Question

If $ y = \cos \left( \frac{\pi}{3} + \cos^{-1} \frac{x}{2} \right) $, then $ (x - y)^2 + 3y^2 $ is equal to ________.

Hint:

In such trigonometric problems, use trigonometric identities to simplify expressions and solve for the desired quantity.
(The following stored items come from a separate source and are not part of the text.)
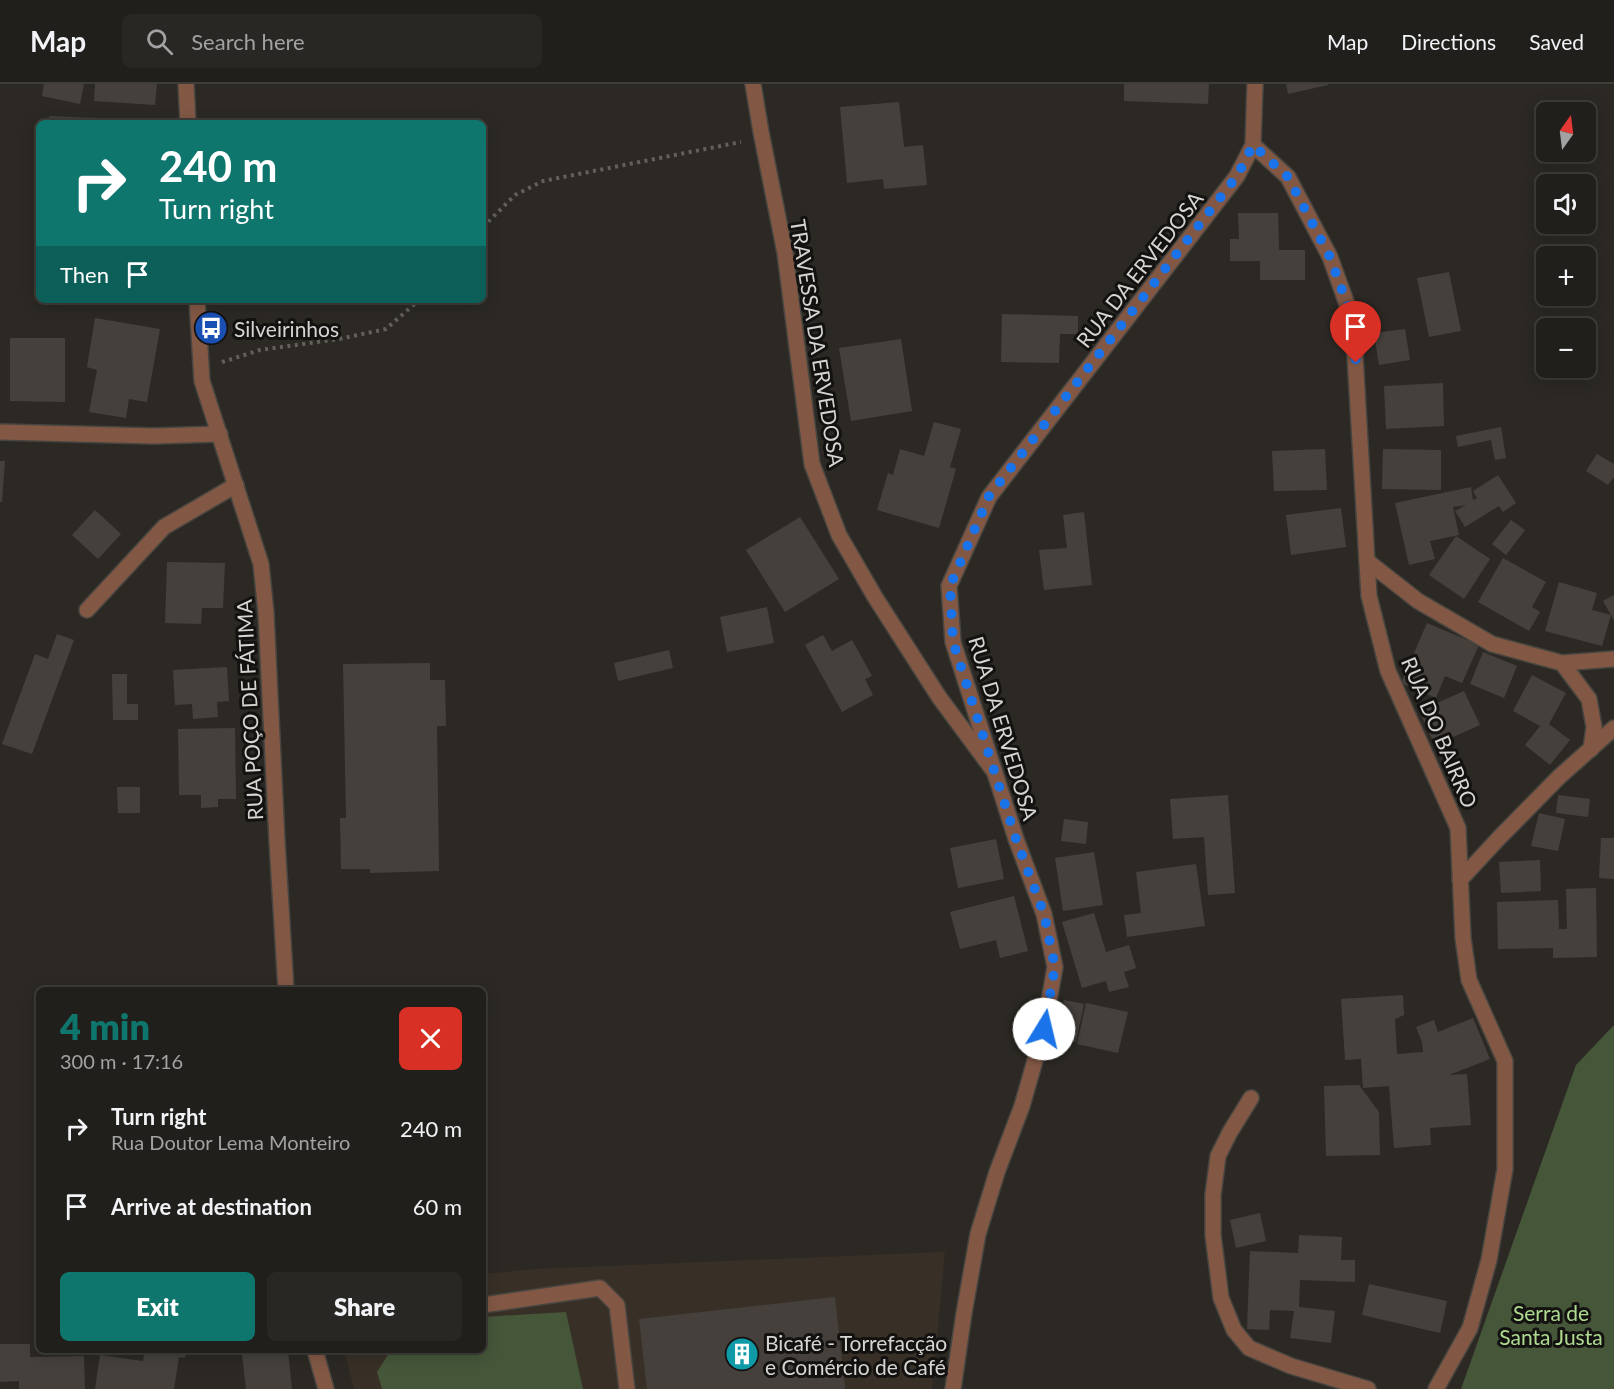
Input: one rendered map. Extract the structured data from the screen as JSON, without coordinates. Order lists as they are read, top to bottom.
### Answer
{
  "streets": {
    "street": [
      "RUA DA ERVEDOSA",
      "TRAVESSA DA ERVEDOSA",
      "RUA POÇO DE FÁTIMA",
      "RUA DO BAIRRO"
    ]
  },
  "crossings": [
    ["RUA DA ERVEDOSA", "TRAVESSA DA ERVEDOSA"],
    ["RUA DA ERVEDOSA", "RUA DO BAIRRO"]
  ],
  "parks": ["Serra de Santa Justa"],
  "places": {
    "bus stop": ["Silveirinhos"],
    "building": ["Bicafé - Torrefacção e Comércio de Café"]
  },
  "north": "top",
  "page": {
    "header": "Map",
    "search": "Search here",
    "nav": ["Map", "Directions", "Saved"],
    "map_buttons": ["+", "−"],
    "turn": ["240 m", "Turn right"],
    "then": "Then",
    "heading": ["4 min", "300 m · 17:16"],
    "list": [
      {
        "name": "Turn right",
        "note": "Rua Doutor Lema Monteiro",
        "value": "240 m"
      },
      {
        "name": "Arrive at destination",
        "value": "60 m"
      }
    ],
    "buttons": ["Exit", "Share"]
  }
}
Ensure that all terms are properly expanded and simplified.

Answer 1

Correct Answer: 3

We are given: \[ y = \cos \left( \cos^{-1} \frac{1}{2} + \cos^{-1} \frac{x}{2} \right) \] Since \( \cos^{-1} \frac{1}{2} = \frac{\pi}{3} \), we get: \[ y = \cos \left( \frac{\pi}{3} + \cos^{-1} \frac{x}{2} \right) \] Let \( \theta = \cos^{-1} \frac{x}{2} \), so we have: \[ y = \cos \left( \frac{\pi}{3} + \theta \right) \] Using the addition formula for cosine: \[ y = \frac{1}{2} \cos \theta - \sqrt{3} \sin \theta \] Now, squaring both sides: \[ y^2 = \left( \frac{1}{2} \cos \theta - \sqrt{3} \sin \theta \right)^2 \] Expanding the squares: \[ y^2 = \frac{1}{4} \cos^2 \theta + 3 \sin^2 \theta - \sqrt{3} \sin 2\theta \] Now, use the identity \( \sin^2 \theta = 1 - \cos^2 \theta \) to further simplify: \[ y^2 = \frac{1}{4} \cos^2 \theta + 3 (1 - \cos^2 \theta) - \sqrt{3} \sin 2\theta \] \[ y^2 = \frac{1}{4} \cos^2 \theta + 3 - 3 \cos^2 \theta - \sqrt{3} \sin 2\theta \] \[ y^2 = 3 - \frac{11}{4} \cos^2 \theta - \sqrt{3} \sin 2\theta \] Next, for \( (x - y)^2 + 3y^2 \): \[ (x - y)^2 + 3y^2 = 3 \]

Answer 2

We are given \( y = \cos\!\left(\frac{\pi}{3} + \cos^{-1}\!\frac{x}{2}\right) \) and asked to evaluate the expression \( (x - y)^2 + 3y^2 \) in terms of \(x\).

Concept Used:

Use the cosine addition identity and the relation between sine and cosine via inverse cosine. For any angle \( \theta \):

\[ \cos(\alpha+\beta)=\cos\alpha\cos\beta-\sin\alpha\sin\beta,\quad \text{and if } \cos\theta = u,\ \text{then } \sin\theta=\sqrt{1-u^2}\ (\theta\in[0,\pi]). \]

Step-by-Step Solution:

Step 1: Let \( \theta = \cos^{-1}\!\left(\frac{x}{2}\right) \). Then \( \cos\theta = \frac{x}{2} \) and, since \( \theta \in [0,\pi] \),

\[ \sin\theta = \sqrt{1-\cos^2\theta} = \sqrt{1-\left(\frac{x}{2}\right)^2} = \frac{\sqrt{4-x^2}}{2}. \]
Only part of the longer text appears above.